A Daughter of the Dons eBook

This eBook from the Gutenberg Project consists of approximately 248 pages of information about A Daughter of the Dons.

“She ain’t ready for that yet.  When the time comes I’ll dictate the terms of the treaty.  Don’t you think it’s about time for us to be heading back home?”

“Then we’ll meet your lady of the ranch quicker, won’t we?” chuckled Davis.  “Funny you didn’t think about going back till after she had passed.”

But if Dick had hoped to see her again he was disappointed for that day, at least.  They reached Corbett’s with never another glimpse of her; nor was there any sign of her horse in front of the post office and general store.

“Must have taken that lower trail that leads back to the ranch,” hazarded Gordon.

“I reckon,” agreed his friend.  “Seems funny, too; her knowing you was on the upper one.”

“Guy me all you like.  I can stand it,” returned Dick cheerfully.

For he had scored once in spite of her.  He had saved her from a fall, at a place where, to say the least, it would have been dangerous.  She had announced herself indifferent to his existence; but the very fact that she had felt called upon to say so gave denial to the statement.  She might hate him, and she probably did; at least, she had him on her mind a good deal.  The young man was sure of that.  He was shrewdly of opinion that his chances were better if she hated him than if she never thought of him at all.

CHAPTER VIII

TAMING AN OUTLAW

“Something doing back of the corral, Mr. Gordon.”

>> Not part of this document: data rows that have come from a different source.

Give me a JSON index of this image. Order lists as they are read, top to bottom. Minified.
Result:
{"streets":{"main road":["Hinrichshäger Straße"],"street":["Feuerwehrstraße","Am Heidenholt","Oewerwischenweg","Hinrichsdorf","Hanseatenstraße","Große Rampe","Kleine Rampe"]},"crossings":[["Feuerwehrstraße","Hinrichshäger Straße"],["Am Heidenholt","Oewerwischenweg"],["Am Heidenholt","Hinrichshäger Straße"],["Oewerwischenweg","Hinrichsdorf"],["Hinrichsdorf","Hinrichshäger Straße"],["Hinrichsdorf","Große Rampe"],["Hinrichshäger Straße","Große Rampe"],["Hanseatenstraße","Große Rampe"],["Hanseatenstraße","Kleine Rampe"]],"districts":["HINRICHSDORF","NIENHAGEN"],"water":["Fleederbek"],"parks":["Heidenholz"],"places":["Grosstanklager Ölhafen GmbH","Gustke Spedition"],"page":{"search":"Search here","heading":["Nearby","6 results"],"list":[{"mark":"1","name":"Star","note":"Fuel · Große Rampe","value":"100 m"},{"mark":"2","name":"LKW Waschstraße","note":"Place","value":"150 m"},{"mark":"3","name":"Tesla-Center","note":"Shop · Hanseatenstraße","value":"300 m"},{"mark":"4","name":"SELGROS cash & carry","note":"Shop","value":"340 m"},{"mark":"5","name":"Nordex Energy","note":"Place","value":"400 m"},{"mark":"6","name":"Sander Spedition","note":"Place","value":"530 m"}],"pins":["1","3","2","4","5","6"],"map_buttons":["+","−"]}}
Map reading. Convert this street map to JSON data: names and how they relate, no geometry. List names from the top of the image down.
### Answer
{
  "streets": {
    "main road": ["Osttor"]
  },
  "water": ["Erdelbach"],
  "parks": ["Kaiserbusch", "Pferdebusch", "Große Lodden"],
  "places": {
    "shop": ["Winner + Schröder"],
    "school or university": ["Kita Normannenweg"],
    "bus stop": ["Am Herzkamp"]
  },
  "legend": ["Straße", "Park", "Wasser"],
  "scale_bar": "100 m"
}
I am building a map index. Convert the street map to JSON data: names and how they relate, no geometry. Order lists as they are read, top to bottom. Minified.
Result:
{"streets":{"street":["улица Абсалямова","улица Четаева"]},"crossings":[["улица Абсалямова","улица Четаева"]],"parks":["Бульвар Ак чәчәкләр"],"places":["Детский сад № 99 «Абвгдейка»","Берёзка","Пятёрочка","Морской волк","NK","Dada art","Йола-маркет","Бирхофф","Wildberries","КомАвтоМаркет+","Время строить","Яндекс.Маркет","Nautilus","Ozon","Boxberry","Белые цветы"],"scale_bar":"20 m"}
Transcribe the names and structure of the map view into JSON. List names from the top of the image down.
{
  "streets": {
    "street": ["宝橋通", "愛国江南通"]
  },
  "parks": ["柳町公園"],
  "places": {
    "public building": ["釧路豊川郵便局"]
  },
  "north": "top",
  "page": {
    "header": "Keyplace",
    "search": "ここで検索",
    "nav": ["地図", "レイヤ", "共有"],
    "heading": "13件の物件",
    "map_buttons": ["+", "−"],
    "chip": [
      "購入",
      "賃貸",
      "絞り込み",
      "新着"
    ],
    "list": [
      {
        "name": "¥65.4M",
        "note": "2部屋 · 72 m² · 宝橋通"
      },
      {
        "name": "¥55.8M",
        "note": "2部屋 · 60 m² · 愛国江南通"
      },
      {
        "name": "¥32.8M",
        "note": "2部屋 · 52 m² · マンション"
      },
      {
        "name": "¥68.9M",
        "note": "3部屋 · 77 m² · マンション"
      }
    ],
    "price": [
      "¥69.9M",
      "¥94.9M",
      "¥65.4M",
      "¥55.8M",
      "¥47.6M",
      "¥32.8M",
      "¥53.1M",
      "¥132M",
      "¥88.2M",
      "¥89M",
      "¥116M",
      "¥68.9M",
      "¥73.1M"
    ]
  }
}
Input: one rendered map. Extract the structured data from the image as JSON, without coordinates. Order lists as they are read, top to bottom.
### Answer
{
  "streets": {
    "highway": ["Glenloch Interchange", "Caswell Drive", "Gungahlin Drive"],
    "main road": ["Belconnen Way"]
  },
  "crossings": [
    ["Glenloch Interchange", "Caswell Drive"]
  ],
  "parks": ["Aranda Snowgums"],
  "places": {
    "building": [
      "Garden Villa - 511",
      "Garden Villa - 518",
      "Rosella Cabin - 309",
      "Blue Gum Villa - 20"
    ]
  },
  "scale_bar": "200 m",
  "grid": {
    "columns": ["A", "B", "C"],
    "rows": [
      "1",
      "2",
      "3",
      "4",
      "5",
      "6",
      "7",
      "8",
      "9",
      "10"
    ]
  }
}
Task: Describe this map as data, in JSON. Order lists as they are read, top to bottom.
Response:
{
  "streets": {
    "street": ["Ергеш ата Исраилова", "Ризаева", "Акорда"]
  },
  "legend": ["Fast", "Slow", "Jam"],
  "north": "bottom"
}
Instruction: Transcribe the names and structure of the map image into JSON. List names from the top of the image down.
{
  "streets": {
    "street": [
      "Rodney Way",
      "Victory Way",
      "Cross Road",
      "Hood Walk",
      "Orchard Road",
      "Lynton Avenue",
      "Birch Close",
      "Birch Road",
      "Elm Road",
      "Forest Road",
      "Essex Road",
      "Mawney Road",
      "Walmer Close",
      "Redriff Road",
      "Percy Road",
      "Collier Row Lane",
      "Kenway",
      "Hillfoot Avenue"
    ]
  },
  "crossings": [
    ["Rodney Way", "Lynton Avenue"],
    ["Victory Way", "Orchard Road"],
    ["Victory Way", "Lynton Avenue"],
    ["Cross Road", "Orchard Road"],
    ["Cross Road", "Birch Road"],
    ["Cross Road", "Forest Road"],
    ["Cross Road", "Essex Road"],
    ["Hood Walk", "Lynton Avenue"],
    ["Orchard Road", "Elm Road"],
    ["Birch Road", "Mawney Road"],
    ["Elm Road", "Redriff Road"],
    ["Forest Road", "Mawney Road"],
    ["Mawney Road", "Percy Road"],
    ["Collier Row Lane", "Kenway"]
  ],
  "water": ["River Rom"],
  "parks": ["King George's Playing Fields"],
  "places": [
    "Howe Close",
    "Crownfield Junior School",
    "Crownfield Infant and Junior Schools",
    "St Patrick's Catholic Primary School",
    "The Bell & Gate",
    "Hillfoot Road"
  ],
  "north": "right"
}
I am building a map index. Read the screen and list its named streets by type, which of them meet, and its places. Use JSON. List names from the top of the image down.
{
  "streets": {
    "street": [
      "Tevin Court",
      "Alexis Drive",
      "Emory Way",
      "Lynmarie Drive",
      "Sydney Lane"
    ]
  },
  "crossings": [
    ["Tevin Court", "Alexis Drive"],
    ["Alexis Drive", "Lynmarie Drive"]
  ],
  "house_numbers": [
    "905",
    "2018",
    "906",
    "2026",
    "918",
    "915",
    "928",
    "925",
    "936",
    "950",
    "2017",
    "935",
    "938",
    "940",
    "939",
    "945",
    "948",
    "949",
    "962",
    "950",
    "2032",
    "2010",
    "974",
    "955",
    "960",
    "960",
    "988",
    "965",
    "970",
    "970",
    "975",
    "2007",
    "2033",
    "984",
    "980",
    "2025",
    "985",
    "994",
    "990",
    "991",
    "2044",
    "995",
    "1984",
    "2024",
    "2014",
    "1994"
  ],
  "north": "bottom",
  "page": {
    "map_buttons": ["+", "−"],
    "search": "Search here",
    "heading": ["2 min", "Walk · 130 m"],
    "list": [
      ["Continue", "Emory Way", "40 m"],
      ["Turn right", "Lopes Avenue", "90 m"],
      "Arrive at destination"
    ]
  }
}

Yeager, the horse-wrangler at Corbett’s, stopped in front of the porch, and jerked his head, with a twisted grin, in the direction indicated.

Everything about the little stableman was crooked.  From the slope of his legs to the set of his bullet head on the narrow shoulders, he was awry.  But he had an instinct about horses that was worth more than the beauty of any slim, tanned vaquero of the lot.

Only one horse had he failed to subdue.  That was Teddy, a rakish sorrel that had never yet been ridden.  Many had tried it, but none had stuck to the saddle to the finish; and some had been carried from the corral to the hospital.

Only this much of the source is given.